• Materials provided:
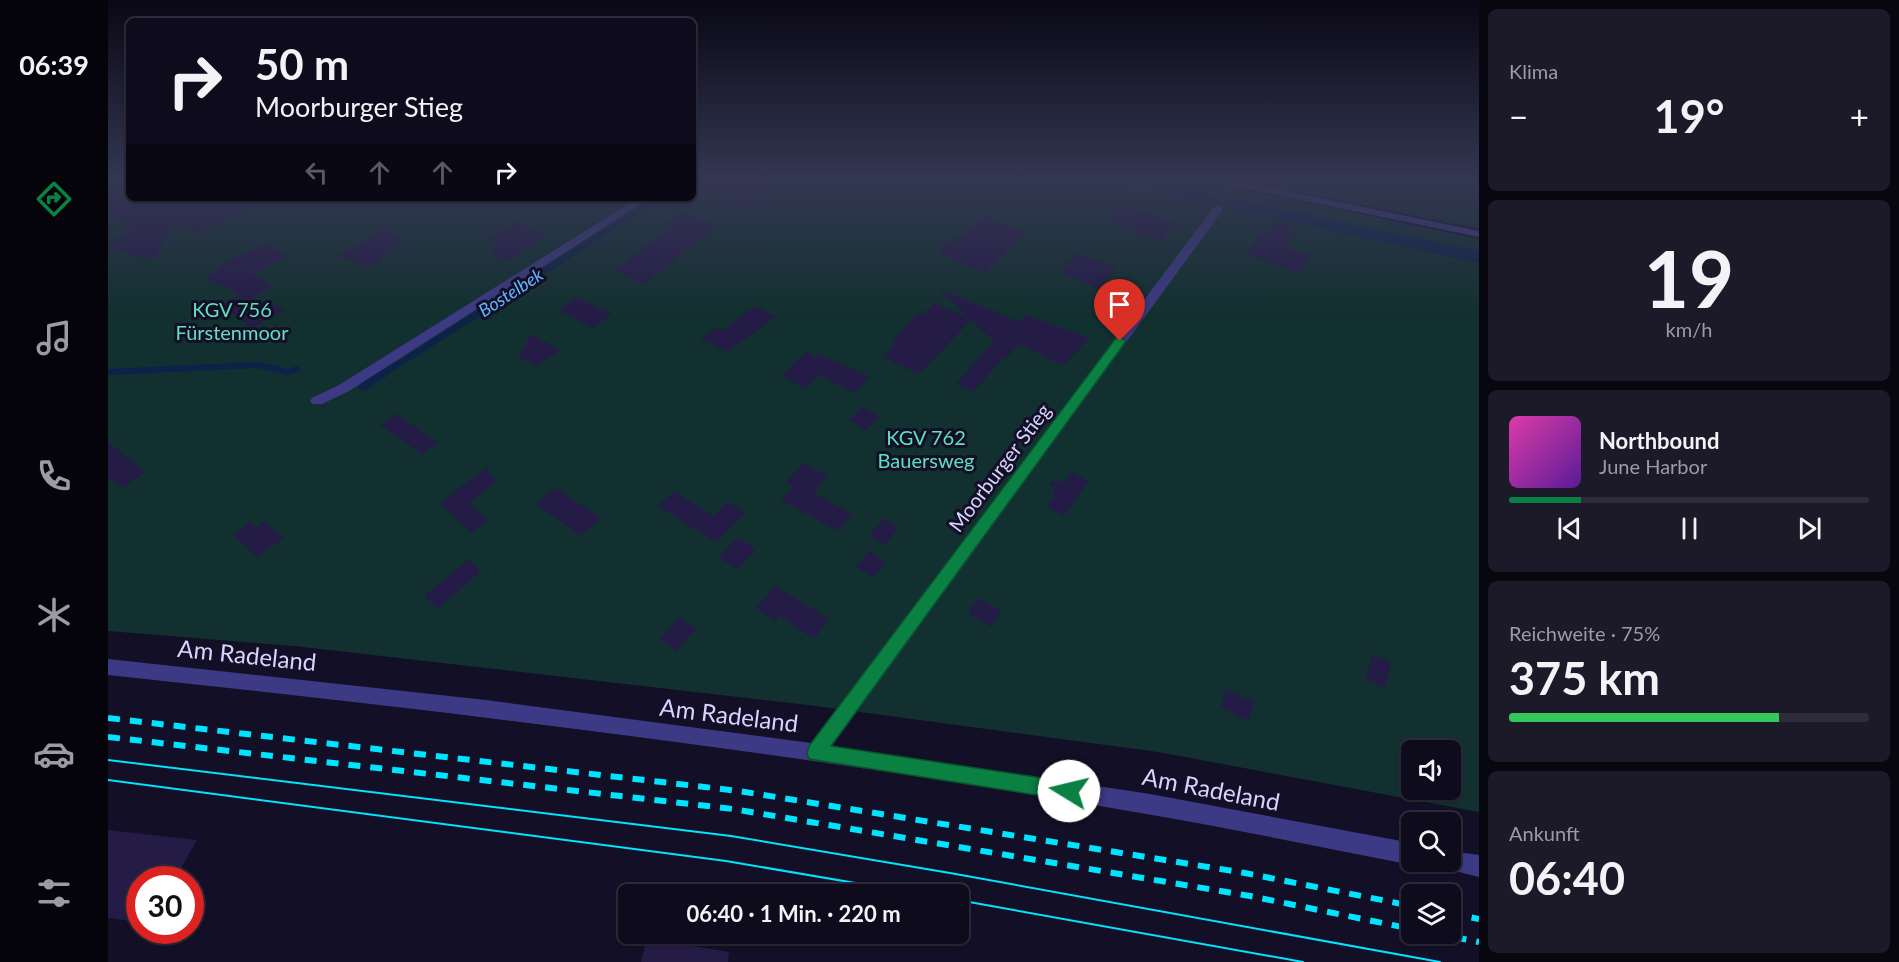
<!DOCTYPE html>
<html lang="de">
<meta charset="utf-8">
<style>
body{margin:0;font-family:Lato,sans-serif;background:#1c1929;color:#f1f3f6;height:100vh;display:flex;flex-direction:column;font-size:22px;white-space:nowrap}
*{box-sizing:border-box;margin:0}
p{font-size:20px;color:#9b9ba3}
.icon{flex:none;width:33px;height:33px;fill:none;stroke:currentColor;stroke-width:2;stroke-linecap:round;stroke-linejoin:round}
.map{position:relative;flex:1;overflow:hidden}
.details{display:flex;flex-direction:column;gap:9px;padding:9px;background:#08060f;width:420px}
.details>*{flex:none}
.guide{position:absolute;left:18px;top:18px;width:570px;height:183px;border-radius:9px;box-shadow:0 2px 4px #0004,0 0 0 2px #2e2b3b;background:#0e0b1c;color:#f1f3f6;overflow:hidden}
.controls{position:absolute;left:1293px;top:740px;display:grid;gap:12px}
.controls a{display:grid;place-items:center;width:60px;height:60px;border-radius:9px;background:#0e0b1c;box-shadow:0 2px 4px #0004,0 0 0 2px #2e2b3b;font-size:30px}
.speed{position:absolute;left:18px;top:866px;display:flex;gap:12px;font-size:30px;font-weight:700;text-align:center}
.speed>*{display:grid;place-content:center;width:78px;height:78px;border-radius:50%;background:#0e0b1c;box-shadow:0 2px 4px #0004,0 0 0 2px #2e2b3b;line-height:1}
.speed .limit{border:9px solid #d22;background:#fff;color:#111}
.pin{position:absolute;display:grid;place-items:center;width:51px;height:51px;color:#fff;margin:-62px -26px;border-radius:50% 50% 50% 0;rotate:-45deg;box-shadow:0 0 6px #0007}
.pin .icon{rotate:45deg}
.me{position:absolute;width:66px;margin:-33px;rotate:279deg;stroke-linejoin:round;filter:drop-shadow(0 0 4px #0008)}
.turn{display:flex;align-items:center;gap:21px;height:126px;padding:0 30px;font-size:27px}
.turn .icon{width:78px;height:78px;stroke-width:2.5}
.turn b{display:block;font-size:42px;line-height:51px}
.lanes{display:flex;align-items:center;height:57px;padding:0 30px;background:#0003;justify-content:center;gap:30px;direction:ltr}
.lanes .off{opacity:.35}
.big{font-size:45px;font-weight:700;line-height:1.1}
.details .widget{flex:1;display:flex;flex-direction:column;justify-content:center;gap:9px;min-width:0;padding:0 21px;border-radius:9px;background:#1c1929}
.details .dial{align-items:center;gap:0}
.dial b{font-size:78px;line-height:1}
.song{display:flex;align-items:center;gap:18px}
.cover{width:72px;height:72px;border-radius:9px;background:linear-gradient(135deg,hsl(320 70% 55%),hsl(270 70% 35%))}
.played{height:6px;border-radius:3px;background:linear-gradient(90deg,#0b8043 20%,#2e2b3b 20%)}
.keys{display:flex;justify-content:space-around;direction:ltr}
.heat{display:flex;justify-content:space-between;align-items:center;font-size:33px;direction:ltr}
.charge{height:9px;border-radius:4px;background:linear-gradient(90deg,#34c759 75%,#2e2b3b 0)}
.trip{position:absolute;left:510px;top:884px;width:351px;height:60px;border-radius:9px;background:#0e0b1c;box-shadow:0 2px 4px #0004,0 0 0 2px #2e2b3b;font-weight:700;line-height:60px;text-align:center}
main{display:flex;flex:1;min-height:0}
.tabs{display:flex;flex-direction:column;width:108px;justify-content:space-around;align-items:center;background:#06040b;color:#9b9ba3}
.tabs .icon{width:42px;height:42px}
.tabs .on{color:#0b8043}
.tabs b{font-size:27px;color:#f1f3f6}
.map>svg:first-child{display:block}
.green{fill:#12302f;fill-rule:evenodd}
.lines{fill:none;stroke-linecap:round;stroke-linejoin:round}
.stream-far1{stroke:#0c2248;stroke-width:6}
.stream{stroke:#0c2248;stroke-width:8}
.canal{fill:#0c2248;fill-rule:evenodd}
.building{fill:#241b47}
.minor{fill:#3d3a85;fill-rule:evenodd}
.tram{stroke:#00e5ff;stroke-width:2}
.rail{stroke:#00e5ff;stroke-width:6;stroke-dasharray:12 10;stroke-linecap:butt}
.route{fill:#0b8043;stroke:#07532c;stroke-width:1.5}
.labels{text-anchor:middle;stroke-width:6;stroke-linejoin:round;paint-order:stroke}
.far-water-label{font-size:18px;font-style:italic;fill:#62b6ff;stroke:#130f26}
.park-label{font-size:20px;fill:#5fe0c0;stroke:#130f26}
.street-label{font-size:20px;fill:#d9d4ff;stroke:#130f26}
.near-street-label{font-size:24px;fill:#d9d4ff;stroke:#130f26}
</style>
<main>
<nav class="tabs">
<b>06:39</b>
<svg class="icon on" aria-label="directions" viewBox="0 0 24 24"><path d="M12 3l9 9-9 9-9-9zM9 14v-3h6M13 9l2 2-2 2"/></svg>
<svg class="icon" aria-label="music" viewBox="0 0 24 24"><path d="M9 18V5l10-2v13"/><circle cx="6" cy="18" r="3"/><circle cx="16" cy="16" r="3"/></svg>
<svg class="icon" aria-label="phone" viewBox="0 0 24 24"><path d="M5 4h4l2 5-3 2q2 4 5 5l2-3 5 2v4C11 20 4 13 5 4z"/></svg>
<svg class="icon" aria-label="climate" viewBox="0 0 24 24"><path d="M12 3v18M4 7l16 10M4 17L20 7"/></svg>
<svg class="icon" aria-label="car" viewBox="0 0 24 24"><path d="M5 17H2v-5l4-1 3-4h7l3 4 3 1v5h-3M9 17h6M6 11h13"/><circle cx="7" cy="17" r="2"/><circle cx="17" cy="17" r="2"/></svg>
<svg class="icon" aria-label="filters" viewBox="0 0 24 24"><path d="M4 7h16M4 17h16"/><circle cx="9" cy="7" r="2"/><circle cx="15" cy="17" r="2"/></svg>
</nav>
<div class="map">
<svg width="1371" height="962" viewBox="0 0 1371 962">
<rect width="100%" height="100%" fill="#130f26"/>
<!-- green -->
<path class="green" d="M0,181H21V198H585V181H1095L1371,239V254L1243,228L1241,232L1371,260V812L1050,752L700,705L186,646L0,631ZM1304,750H1342V789H1304Z
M1137,181H1371V229Z"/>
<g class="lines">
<!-- stream-far1 -->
<path class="stream-far1" d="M0,372L150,365L180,372L189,369
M272,376L551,198"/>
<!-- stream -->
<path class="stream" d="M255,387L275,374"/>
<!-- canal -->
<path class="canal" d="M1012,181H1043L1106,195L1109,199L1106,203L1100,204L1015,185Z
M1130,200L1371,251V263L1124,209L1121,205L1124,201Z"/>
</g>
<!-- building -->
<path class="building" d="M589,181H667L639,205Z
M0,183L18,198H164L87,234L67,219L47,258L37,259L0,247V244L24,230L0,212Z
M1016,205L1062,221L1067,223L1053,241L999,222Z
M571,212L609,227L535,284L506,270L563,228L553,224Z
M876,216L918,232L876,274L829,252L848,237L851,238Z
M1167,220L1187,226L1176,246L1203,256L1193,274L1138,254L1153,232L1159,234Z
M410,222L440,236L399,262L380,252L391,245L379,239Z
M278,229L296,242L260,267L230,256Z
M159,243L180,256L144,274L164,287L143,298L178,309L144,328L113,305L132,295L96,277L113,268L111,266Z
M969,253L1009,268L990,288L953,272Z
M834,290L912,322L918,315L981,338L955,366L911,344L897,359L895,358L865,392L848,384L886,341L863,320L811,374L775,357L788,343L784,341L810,312L815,315L827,303L862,319L833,292Z
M468,297L504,314L485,328L451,311Z
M648,306L668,317L619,352L593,339L609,327L614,330Z
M424,334L452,351L428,366L410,356Z
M698,352L708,357L710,354L762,377L746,393L711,375L697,388L674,375Z
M754,407L771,416L758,430L741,420Z
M289,414L330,443L314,454L272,425Z
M0,442L37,472L15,487L0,478Z
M696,463L720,476L705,493L744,514L730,531L673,500L686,486L678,482Z
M378,468L388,481L361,503L380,520L363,533L332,503Z
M963,472L980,481L956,516L939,507L947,495L941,482L957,481Z
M447,488L493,518L473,536L428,504Z
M566,491L605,516L619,502L637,513L608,542L550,506Z
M776,518L791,527L777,545L761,536Z
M142,522L148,527L156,522L176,538L149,557L125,534Z
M630,537L648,549L629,569L611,557Z
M761,551L778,562L765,577L748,567Z
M361,559L372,572L330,608L316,596Z
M667,586L721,619L706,639L671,615L667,621L648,608Z
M870,598L893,611L883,627L860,613Z
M572,617L588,629L568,651L552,639Z
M1265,654L1283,663L1277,688L1258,679Z
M1118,689L1146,702L1141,721L1113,707Z
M0,830L89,840L67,879H32V922L0,918Z
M539,938L621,952L620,962H533Z"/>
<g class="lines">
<!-- minor -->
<path class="minor" d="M1110,181H1129L1371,231V237L1115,184Z
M530,198H542L241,391L214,404H204L202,401L204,398L231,385Z
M1110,206L1114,207V211L724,746L1042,794L1304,843V861H1311L1304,865C1217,848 1131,830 1044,815C698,754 349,712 0,675V659L378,700L703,743L1106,207Z
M1342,851L1371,855V877L1335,868L1331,861H1342Z"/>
<!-- tram -->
<path class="tram" d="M0,760L623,836L842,873L1332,962
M0,780L618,861L812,894
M850,900L1195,962"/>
<!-- rail -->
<path class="rail" d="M0,718L631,791L1137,873L1304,906
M0,737L625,809L1142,896L1304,929
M1342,913L1371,919
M1325,933L1371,942"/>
</g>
<!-- sky -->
<linearGradient id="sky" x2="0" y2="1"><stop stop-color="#0a0815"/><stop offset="0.57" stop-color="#333752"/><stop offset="1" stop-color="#333752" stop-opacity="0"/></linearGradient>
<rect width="1371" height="316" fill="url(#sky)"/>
<!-- route -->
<path class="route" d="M1012,337L1018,341L1016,344L723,746L961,782L967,785L970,791L967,798L961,800L701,759L699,753L701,746L1008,338Z"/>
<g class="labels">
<!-- far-water labels -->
<g class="far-water-label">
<text transform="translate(403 293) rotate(-33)" y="6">Bostelbek</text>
</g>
<!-- park labels -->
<g class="park-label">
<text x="124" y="317">KGV 756<tspan x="124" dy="23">Fürstenmoor</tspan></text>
<text x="818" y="445">KGV 762<tspan x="818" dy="23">Bauersweg</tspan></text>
</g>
<!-- street labels -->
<g class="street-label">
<text transform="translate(892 468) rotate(-53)" y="7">Moorburger Stieg</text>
</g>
<!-- near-street labels -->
<g class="near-street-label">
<text transform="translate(139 656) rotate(6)" y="8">Am Radeland</text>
<text transform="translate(621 716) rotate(7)" y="8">Am Radeland</text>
<text transform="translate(1103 790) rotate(11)" y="8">Am Radeland</text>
</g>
</g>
</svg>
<div class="controls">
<a><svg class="icon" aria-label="sound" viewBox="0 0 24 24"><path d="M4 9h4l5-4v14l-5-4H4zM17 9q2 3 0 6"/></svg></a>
<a><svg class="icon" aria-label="search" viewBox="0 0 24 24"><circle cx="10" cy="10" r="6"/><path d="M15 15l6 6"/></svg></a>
<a><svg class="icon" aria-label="layers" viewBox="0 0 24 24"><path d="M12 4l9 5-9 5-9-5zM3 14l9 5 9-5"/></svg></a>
</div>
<div class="speed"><div class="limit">30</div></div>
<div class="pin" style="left:1012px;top:341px;background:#d93025"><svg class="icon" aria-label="arrive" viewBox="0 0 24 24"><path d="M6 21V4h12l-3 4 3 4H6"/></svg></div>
<svg class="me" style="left:961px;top:791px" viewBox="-20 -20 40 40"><circle r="19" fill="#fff"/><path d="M0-13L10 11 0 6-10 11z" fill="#0b8043"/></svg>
<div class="trip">06:40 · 1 Min. · 220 m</div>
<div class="guide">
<div class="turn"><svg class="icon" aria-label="right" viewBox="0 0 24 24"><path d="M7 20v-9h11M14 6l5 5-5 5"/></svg><div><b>50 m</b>Moorburger Stieg</div></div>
<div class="lanes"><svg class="icon off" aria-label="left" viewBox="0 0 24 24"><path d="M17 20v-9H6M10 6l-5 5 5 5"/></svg><svg class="icon off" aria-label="ahead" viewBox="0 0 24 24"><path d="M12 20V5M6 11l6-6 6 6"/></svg><svg class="icon off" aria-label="ahead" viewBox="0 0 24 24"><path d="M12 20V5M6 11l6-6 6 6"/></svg><svg class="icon" aria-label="right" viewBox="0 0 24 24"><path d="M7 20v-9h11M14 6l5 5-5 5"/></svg></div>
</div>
</div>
<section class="details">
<div class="widget"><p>Klima</p>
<div class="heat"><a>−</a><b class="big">19°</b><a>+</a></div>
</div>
<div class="widget dial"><b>19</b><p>km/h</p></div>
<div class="widget">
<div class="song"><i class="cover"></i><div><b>Northbound</b><p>June Harbor</p></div></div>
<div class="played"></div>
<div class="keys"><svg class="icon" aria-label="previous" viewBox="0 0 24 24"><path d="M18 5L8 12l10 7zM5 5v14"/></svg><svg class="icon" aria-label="pause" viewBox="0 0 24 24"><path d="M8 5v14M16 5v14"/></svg><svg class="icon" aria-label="next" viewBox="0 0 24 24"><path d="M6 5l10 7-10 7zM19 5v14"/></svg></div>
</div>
<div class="widget"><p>Reichweite · 75%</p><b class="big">375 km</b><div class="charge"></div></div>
<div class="widget"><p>Ankunft</p><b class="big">06:40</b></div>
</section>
</main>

• Exercise: Tally the lines above that contain the word "cover", and reply with only the number.

• Answer area: 2